◆ What is being asked: Copy the data exactly. Images are to be left out.

Exercise data below:

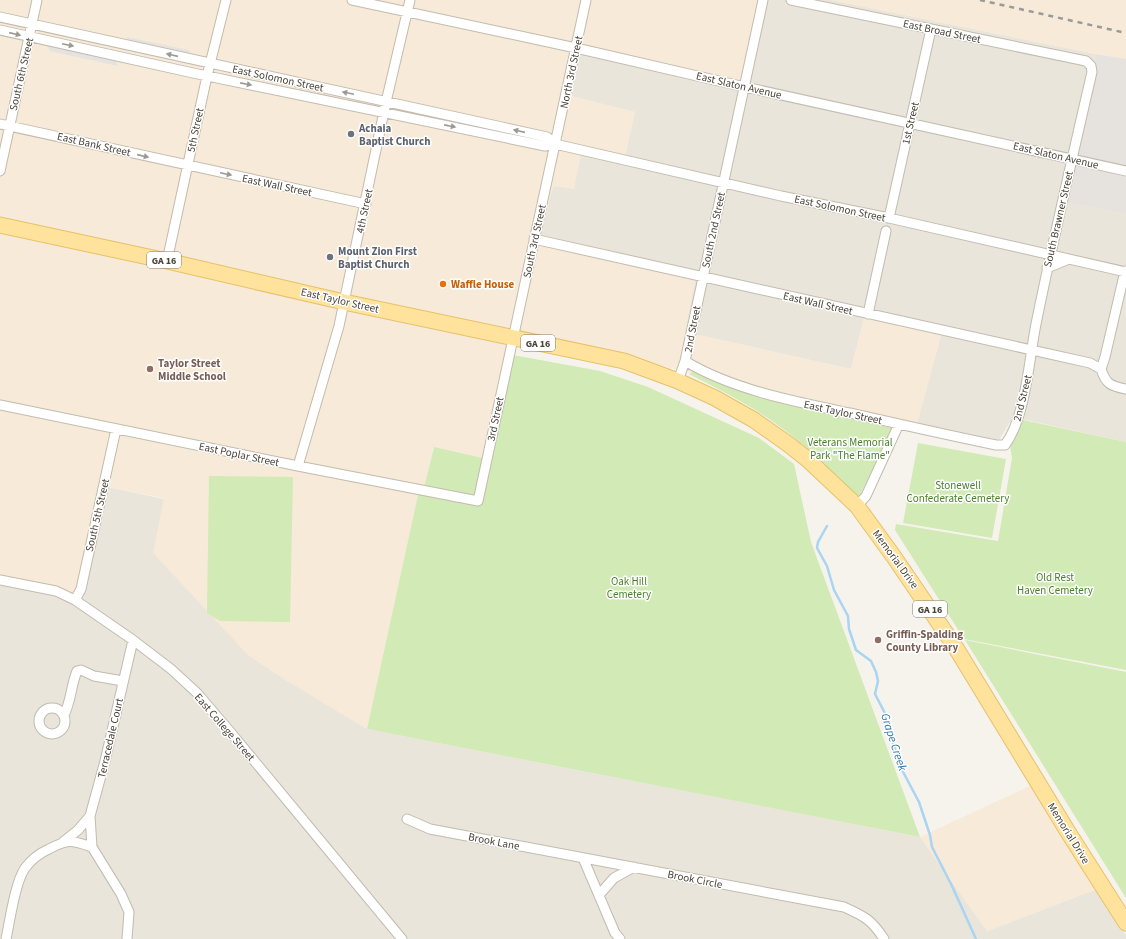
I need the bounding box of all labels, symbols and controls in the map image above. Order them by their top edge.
street label: East Broad Street [902,16,982,47]
one-way arrow [9,31,21,37]
street label: North 3rd Street [556,34,587,110]
street label: South 6th Street [6,36,37,112]
one-way arrow [61,43,74,49]
one-way arrow [166,51,178,57]
street label: East Solomon Street [231,61,325,96]
street label: East Slaton Avenue [695,68,784,103]
one-way arrow [239,81,252,87]
one-way arrow [342,90,354,96]
street label: 1st Street [898,100,923,146]
street label: 5th Street [183,106,208,154]
place label: Achaia Baptist Church [358,121,430,149]
one-way arrow [443,123,456,129]
one-way arrow [513,127,525,133]
street label: East Bank Street [56,129,132,160]
marker: Achaia Baptist Church [346,129,356,139]
street label: East Slaton Avenue [1012,138,1101,173]
one-way arrow [137,153,150,159]
street label: South Brawner Street [1040,169,1077,269]
one-way arrow [219,171,232,177]
street label: East Wall Street [241,171,313,200]
street label: 4th Street [352,187,377,235]
street label: South 2nd Street [698,191,729,269]
street label: East Solomon Street [793,191,887,226]
street label: South 3rd Street [519,203,550,279]
place label: Mount Zion First Baptist Church [338,244,418,272]
road number: GA 16 [147,252,181,268]
marker: Mount Zion First Baptist Church [325,252,335,262]
place label: Waffle House [451,277,515,292]
marker: Waffle House [438,279,448,289]
street label: East Taylor Street [299,284,381,317]
street label: East Wall Street [782,288,854,319]
street label: 2nd Street [681,304,704,354]
road number: GA 16 [521,335,555,351]
place label: Taylor Street Middle School [158,356,227,384]
marker: Taylor Street Middle School [145,364,155,374]
street label: 2nd Street [1009,373,1036,423]
street label: 3rd Street [483,395,508,443]
street label: East Taylor Street [802,397,884,428]
park label: Veterans Memorial Park "The Flame" [807,435,893,463]
street label: East Poplar Street [197,439,281,470]
street label: South 5th Street [82,477,113,553]
park label: Stonewell Confederate Cemetery [906,478,1010,506]
street label: Memorial Drive [869,527,922,592]
park label: Old Rest Haven Cemetery [1017,570,1093,598]
park label: Oak Hill Cemetery [607,574,651,602]
road number: GA 16 [913,601,947,617]
place label: Griffin-Spalding County Library [886,627,963,655]
marker: Griffin-Spalding County Library [873,635,883,645]
street label: East College Street [191,690,258,765]
street label: Terracedale Court [94,696,127,780]
water label: Grape Creek [876,711,911,774]
street label: Memorial Drive [1044,800,1094,867]
street label: Brook Lane [467,829,521,854]
street label: Brook Circle [666,867,724,892]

End of Exercise data.

◆ Answer space:
I need the bounding box of all labels, symbols and controls in the map image above. Order them by their top edge.
street label: East Broad Street [902,16,982,47]
one-way arrow [9,31,21,37]
street label: North 3rd Street [556,34,587,110]
street label: South 6th Street [6,36,37,112]
one-way arrow [61,43,74,49]
one-way arrow [166,51,178,57]
street label: East Solomon Street [231,61,325,96]
street label: East Slaton Avenue [695,68,784,103]
one-way arrow [239,81,252,87]
one-way arrow [342,90,354,96]
street label: 1st Street [898,100,923,146]
street label: 5th Street [183,106,208,154]
place label: Achaia Baptist Church [358,121,430,149]
one-way arrow [443,123,456,129]
one-way arrow [513,127,525,133]
street label: East Bank Street [56,129,132,160]
marker: Achaia Baptist Church [346,129,356,139]
street label: East Slaton Avenue [1012,138,1101,173]
one-way arrow [137,153,150,159]
street label: South Brawner Street [1040,169,1077,269]
one-way arrow [219,171,232,177]
street label: East Wall Street [241,171,313,200]
street label: 4th Street [352,187,377,235]
street label: South 2nd Street [698,191,729,269]
street label: East Solomon Street [793,191,887,226]
street label: South 3rd Street [519,203,550,279]
place label: Mount Zion First Baptist Church [338,244,418,272]
road number: GA 16 [147,252,181,268]
marker: Mount Zion First Baptist Church [325,252,335,262]
place label: Waffle House [451,277,515,292]
marker: Waffle House [438,279,448,289]
street label: East Taylor Street [299,284,381,317]
street label: East Wall Street [782,288,854,319]
street label: 2nd Street [681,304,704,354]
road number: GA 16 [521,335,555,351]
place label: Taylor Street Middle School [158,356,227,384]
marker: Taylor Street Middle School [145,364,155,374]
street label: 2nd Street [1009,373,1036,423]
street label: 3rd Street [483,395,508,443]
street label: East Taylor Street [802,397,884,428]
park label: Veterans Memorial Park "The Flame" [807,435,893,463]
street label: East Poplar Street [197,439,281,470]
street label: South 5th Street [82,477,113,553]
park label: Stonewell Confederate Cemetery [906,478,1010,506]
street label: Memorial Drive [869,527,922,592]
park label: Old Rest Haven Cemetery [1017,570,1093,598]
park label: Oak Hill Cemetery [607,574,651,602]
road number: GA 16 [913,601,947,617]
place label: Griffin-Spalding County Library [886,627,963,655]
marker: Griffin-Spalding County Library [873,635,883,645]
street label: East College Street [191,690,258,765]
street label: Terracedale Court [94,696,127,780]
water label: Grape Creek [876,711,911,774]
street label: Memorial Drive [1044,800,1094,867]
street label: Brook Lane [467,829,521,854]
street label: Brook Circle [666,867,724,892]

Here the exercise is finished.